Dataset entries
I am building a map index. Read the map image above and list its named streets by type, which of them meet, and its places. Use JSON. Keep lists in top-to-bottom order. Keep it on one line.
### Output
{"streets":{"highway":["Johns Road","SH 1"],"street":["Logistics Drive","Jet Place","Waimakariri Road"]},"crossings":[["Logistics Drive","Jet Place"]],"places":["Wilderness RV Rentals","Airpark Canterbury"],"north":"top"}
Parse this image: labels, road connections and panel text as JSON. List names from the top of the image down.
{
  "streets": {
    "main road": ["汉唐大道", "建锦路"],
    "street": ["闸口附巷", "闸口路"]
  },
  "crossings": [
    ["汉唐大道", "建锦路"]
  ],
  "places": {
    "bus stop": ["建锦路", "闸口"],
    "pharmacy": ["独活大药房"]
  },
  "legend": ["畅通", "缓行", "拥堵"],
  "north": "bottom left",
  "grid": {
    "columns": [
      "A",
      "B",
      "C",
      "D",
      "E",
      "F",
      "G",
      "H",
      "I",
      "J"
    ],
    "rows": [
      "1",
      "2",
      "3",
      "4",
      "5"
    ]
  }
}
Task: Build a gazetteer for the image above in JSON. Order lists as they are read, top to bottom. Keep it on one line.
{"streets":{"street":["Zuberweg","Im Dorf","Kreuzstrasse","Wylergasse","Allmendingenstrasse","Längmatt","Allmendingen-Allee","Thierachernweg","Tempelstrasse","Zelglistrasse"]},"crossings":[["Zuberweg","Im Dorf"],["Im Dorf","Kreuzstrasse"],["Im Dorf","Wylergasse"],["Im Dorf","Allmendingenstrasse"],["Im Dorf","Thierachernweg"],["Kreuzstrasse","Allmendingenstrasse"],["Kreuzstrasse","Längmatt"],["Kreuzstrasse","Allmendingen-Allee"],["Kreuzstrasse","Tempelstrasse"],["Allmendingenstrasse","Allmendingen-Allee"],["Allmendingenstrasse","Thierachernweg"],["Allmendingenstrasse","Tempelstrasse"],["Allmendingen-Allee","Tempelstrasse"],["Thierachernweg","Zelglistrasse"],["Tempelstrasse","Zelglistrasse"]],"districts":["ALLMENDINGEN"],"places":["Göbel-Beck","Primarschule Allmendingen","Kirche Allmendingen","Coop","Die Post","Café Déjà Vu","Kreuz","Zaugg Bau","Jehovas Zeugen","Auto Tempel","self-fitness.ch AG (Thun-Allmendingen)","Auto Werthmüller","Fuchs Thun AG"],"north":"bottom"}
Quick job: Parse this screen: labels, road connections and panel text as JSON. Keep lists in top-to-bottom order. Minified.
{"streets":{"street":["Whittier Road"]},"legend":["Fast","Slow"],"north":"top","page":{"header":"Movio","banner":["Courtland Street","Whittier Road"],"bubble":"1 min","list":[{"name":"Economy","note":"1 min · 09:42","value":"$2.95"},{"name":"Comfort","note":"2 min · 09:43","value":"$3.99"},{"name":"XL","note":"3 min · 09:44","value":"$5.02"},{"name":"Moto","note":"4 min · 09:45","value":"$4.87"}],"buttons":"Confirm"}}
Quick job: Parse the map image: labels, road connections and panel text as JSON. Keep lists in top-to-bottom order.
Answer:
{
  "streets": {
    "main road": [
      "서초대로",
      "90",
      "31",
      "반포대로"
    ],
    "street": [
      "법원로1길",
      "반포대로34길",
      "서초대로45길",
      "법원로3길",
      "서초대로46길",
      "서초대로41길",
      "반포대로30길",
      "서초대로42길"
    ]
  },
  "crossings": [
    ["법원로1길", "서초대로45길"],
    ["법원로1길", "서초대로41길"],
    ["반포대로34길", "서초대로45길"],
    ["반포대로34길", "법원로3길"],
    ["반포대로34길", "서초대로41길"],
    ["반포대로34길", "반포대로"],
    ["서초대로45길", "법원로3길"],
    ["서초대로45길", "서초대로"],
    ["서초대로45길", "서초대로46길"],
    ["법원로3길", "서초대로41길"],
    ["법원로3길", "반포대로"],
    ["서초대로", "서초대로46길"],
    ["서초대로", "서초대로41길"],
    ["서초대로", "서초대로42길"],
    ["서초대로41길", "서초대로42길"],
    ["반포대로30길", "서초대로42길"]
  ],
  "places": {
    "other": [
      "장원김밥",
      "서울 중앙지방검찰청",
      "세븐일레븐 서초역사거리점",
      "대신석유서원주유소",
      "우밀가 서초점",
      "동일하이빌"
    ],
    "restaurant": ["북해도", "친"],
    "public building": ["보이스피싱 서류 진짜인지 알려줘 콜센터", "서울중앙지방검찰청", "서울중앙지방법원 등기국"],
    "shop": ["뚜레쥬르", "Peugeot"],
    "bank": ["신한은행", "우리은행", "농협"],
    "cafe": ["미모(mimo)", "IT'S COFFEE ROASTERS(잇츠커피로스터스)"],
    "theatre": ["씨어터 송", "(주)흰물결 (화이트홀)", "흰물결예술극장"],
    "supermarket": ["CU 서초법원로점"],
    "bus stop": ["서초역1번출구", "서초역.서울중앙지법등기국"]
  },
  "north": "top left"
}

EXERCISE INSTRUCTIONS. Can you give every line above again, exactly as written?

SOLUTION FOR THIS TASK.
I am building a map index. Read the map image above and list its named streets by type, which of them meet, and its places. Use JSON. Keep lists in top-to-bottom order. Keep it on one line.
### Output
{"streets":{"highway":["Johns Road","SH 1"],"street":["Logistics Drive","Jet Place","Waimakariri Road"]},"crossings":[["Logistics Drive","Jet Place"]],"places":["Wilderness RV Rentals","Airpark Canterbury"],"north":"top"}
Parse this image: labels, road connections and panel text as JSON. List names from the top of the image down.
{
  "streets": {
    "main road": ["汉唐大道", "建锦路"],
    "street": ["闸口附巷", "闸口路"]
  },
  "crossings": [
    ["汉唐大道", "建锦路"]
  ],
  "places": {
    "bus stop": ["建锦路", "闸口"],
    "pharmacy": ["独活大药房"]
  },
  "legend": ["畅通", "缓行", "拥堵"],
  "north": "bottom left",
  "grid": {
    "columns": [
      "A",
      "B",
      "C",
      "D",
      "E",
      "F",
      "G",
      "H",
      "I",
      "J"
    ],
    "rows": [
      "1",
      "2",
      "3",
      "4",
      "5"
    ]
  }
}
Task: Build a gazetteer for the image above in JSON. Order lists as they are read, top to bottom. Keep it on one line.
{"streets":{"street":["Zuberweg","Im Dorf","Kreuzstrasse","Wylergasse","Allmendingenstrasse","Längmatt","Allmendingen-Allee","Thierachernweg","Tempelstrasse","Zelglistrasse"]},"crossings":[["Zuberweg","Im Dorf"],["Im Dorf","Kreuzstrasse"],["Im Dorf","Wylergasse"],["Im Dorf","Allmendingenstrasse"],["Im Dorf","Thierachernweg"],["Kreuzstrasse","Allmendingenstrasse"],["Kreuzstrasse","Längmatt"],["Kreuzstrasse","Allmendingen-Allee"],["Kreuzstrasse","Tempelstrasse"],["Allmendingenstrasse","Allmendingen-Allee"],["Allmendingenstrasse","Thierachernweg"],["Allmendingenstrasse","Tempelstrasse"],["Allmendingen-Allee","Tempelstrasse"],["Thierachernweg","Zelglistrasse"],["Tempelstrasse","Zelglistrasse"]],"districts":["ALLMENDINGEN"],"places":["Göbel-Beck","Primarschule Allmendingen","Kirche Allmendingen","Coop","Die Post","Café Déjà Vu","Kreuz","Zaugg Bau","Jehovas Zeugen","Auto Tempel","self-fitness.ch AG (Thun-Allmendingen)","Auto Werthmüller","Fuchs Thun AG"],"north":"bottom"}
Quick job: Parse this screen: labels, road connections and panel text as JSON. Keep lists in top-to-bottom order. Minified.
{"streets":{"street":["Whittier Road"]},"legend":["Fast","Slow"],"north":"top","page":{"header":"Movio","banner":["Courtland Street","Whittier Road"],"bubble":"1 min","list":[{"name":"Economy","note":"1 min · 09:42","value":"$2.95"},{"name":"Comfort","note":"2 min · 09:43","value":"$3.99"},{"name":"XL","note":"3 min · 09:44","value":"$5.02"},{"name":"Moto","note":"4 min · 09:45","value":"$4.87"}],"buttons":"Confirm"}}
Quick job: Parse the map image: labels, road connections and panel text as JSON. Keep lists in top-to-bottom order.
Answer:
{
  "streets": {
    "main road": [
      "서초대로",
      "90",
      "31",
      "반포대로"
    ],
    "street": [
      "법원로1길",
      "반포대로34길",
      "서초대로45길",
      "법원로3길",
      "서초대로46길",
      "서초대로41길",
      "반포대로30길",
      "서초대로42길"
    ]
  },
  "crossings": [
    ["법원로1길", "서초대로45길"],
    ["법원로1길", "서초대로41길"],
    ["반포대로34길", "서초대로45길"],
    ["반포대로34길", "법원로3길"],
    ["반포대로34길", "서초대로41길"],
    ["반포대로34길", "반포대로"],
    ["서초대로45길", "법원로3길"],
    ["서초대로45길", "서초대로"],
    ["서초대로45길", "서초대로46길"],
    ["법원로3길", "서초대로41길"],
    ["법원로3길", "반포대로"],
    ["서초대로", "서초대로46길"],
    ["서초대로", "서초대로41길"],
    ["서초대로", "서초대로42길"],
    ["서초대로41길", "서초대로42길"],
    ["반포대로30길", "서초대로42길"]
  ],
  "places": {
    "other": [
      "장원김밥",
      "서울 중앙지방검찰청",
      "세븐일레븐 서초역사거리점",
      "대신석유서원주유소",
      "우밀가 서초점",
      "동일하이빌"
    ],
    "restaurant": ["북해도", "친"],
    "public building": ["보이스피싱 서류 진짜인지 알려줘 콜센터", "서울중앙지방검찰청", "서울중앙지방법원 등기국"],
    "shop": ["뚜레쥬르", "Peugeot"],
    "bank": ["신한은행", "우리은행", "농협"],
    "cafe": ["미모(mimo)", "IT'S COFFEE ROASTERS(잇츠커피로스터스)"],
    "theatre": ["씨어터 송", "(주)흰물결 (화이트홀)", "흰물결예술극장"],
    "supermarket": ["CU 서초법원로점"],
    "bus stop": ["서초역1번출구", "서초역.서울중앙지법등기국"]
  },
  "north": "top left"
}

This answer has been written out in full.